▸ **EXERCISE GOAL**
Take the records below from their first line to the line with "position:absolute; right:12px; top:12px;", and restate those lines word for word.

▸ **RECORDS**
◆ ◆ ◆ ◆
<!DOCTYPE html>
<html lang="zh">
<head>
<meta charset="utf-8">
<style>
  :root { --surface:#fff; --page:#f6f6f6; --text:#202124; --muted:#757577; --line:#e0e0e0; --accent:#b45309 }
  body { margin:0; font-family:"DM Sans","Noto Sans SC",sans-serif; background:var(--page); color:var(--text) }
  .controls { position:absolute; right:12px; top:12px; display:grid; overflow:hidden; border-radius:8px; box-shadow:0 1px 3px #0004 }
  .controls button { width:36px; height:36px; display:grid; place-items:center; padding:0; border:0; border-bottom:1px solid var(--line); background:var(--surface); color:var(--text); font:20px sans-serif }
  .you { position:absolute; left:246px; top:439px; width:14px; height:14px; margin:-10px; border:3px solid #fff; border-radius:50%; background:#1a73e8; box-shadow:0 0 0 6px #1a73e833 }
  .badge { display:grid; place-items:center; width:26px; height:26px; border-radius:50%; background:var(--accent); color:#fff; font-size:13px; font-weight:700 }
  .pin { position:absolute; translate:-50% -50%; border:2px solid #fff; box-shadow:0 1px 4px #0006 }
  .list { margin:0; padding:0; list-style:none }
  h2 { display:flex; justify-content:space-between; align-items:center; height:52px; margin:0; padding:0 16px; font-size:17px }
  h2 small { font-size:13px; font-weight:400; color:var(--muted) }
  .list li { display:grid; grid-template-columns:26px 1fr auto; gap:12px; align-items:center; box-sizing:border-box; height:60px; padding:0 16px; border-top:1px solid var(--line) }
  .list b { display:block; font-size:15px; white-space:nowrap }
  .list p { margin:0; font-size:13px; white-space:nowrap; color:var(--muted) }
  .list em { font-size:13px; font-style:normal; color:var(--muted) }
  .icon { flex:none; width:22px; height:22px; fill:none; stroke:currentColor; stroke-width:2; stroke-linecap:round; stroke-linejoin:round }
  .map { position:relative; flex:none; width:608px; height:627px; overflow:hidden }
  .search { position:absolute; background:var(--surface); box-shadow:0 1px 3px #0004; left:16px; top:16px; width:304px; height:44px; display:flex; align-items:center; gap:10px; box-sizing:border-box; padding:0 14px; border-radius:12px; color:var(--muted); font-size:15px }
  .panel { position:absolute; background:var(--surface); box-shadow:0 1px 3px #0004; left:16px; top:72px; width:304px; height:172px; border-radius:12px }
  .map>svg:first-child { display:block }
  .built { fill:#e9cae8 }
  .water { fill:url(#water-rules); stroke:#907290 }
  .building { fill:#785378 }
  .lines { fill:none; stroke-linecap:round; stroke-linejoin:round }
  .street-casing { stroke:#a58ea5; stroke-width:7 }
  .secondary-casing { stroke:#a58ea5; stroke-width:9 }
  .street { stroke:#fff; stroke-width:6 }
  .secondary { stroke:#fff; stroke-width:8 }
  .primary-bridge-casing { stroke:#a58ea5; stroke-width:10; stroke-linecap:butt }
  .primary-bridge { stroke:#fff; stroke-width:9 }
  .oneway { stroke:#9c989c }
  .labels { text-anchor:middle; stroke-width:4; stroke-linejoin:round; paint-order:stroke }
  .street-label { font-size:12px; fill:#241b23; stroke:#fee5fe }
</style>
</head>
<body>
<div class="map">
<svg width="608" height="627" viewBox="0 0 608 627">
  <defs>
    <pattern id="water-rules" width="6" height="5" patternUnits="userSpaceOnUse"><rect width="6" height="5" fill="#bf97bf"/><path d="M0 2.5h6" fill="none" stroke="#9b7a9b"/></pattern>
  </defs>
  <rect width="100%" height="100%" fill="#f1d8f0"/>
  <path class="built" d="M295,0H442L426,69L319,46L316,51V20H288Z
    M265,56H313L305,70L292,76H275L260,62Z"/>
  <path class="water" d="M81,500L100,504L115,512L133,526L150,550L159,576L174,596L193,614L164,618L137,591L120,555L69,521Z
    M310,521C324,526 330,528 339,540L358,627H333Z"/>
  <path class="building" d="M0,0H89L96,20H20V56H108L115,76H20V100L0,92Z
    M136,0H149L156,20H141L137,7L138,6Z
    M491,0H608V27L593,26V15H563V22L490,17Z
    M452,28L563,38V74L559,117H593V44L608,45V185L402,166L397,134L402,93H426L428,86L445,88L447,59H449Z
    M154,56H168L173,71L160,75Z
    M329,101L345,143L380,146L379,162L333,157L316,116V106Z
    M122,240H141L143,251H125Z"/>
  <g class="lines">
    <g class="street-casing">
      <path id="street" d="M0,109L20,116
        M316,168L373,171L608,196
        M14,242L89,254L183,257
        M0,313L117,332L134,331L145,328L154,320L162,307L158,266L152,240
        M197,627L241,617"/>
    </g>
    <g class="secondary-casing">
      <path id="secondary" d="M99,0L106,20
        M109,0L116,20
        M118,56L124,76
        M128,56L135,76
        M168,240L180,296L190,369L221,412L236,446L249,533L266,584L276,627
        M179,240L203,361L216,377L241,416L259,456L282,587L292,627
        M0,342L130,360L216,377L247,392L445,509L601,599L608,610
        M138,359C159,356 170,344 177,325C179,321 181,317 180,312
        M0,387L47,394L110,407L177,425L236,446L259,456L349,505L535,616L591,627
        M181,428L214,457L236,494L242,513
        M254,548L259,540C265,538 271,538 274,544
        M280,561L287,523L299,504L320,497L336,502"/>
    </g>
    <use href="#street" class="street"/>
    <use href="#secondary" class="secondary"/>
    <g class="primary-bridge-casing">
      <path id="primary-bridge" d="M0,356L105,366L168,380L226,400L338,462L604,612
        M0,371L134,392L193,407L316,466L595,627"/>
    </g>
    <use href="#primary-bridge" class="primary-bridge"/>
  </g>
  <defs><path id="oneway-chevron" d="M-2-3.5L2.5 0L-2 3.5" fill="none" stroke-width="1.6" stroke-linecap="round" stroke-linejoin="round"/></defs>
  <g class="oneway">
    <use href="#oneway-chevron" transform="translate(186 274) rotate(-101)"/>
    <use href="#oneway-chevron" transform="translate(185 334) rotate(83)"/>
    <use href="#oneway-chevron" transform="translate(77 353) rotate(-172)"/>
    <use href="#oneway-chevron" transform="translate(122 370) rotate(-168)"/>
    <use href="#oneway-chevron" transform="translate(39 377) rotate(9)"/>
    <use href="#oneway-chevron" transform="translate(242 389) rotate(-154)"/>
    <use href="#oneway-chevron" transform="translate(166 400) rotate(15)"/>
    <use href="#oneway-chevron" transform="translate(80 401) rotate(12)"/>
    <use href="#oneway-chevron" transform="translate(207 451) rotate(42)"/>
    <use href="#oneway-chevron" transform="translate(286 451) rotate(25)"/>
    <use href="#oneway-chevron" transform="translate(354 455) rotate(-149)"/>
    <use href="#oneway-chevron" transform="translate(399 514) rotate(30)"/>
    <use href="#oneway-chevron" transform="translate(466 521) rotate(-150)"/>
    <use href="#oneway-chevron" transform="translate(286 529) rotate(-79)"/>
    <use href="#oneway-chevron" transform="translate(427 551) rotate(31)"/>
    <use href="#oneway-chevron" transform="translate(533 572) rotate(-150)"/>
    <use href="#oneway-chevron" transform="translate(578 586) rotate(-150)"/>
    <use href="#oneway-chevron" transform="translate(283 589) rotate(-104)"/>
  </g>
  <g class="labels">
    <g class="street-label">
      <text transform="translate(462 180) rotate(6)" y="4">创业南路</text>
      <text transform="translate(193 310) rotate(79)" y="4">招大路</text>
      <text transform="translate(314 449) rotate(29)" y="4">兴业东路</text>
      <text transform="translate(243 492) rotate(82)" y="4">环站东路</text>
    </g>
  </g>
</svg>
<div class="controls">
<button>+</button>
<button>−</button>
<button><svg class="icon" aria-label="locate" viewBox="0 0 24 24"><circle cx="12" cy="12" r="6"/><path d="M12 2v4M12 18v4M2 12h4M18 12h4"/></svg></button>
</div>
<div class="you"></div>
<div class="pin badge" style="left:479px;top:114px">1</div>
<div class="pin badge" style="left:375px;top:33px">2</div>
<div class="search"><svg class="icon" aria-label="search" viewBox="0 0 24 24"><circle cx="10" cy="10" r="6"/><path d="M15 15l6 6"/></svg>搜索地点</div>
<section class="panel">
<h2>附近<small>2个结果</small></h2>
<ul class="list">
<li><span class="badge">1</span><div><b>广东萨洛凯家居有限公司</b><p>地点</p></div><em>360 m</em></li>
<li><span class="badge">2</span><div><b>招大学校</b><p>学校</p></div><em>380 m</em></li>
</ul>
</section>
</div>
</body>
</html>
◆ ◆ ◆ ◆
▸ **TASK RESULT**
<!DOCTYPE html>
<html lang="zh">
<head>
<meta charset="utf-8">
<style>
  :root { --surface:#fff; --page:#f6f6f6; --text:#202124; --muted:#757577; --line:#e0e0e0; --accent:#b45309 }
  body { margin:0; font-family:"DM Sans","Noto Sans SC",sans-serif; background:var(--page); color:var(--text) }
  .controls { position:absolute; right:12px; top:12px; display:grid; overflow:hidden; border-radius:8px; box-shadow:0 1px 3px #0004 }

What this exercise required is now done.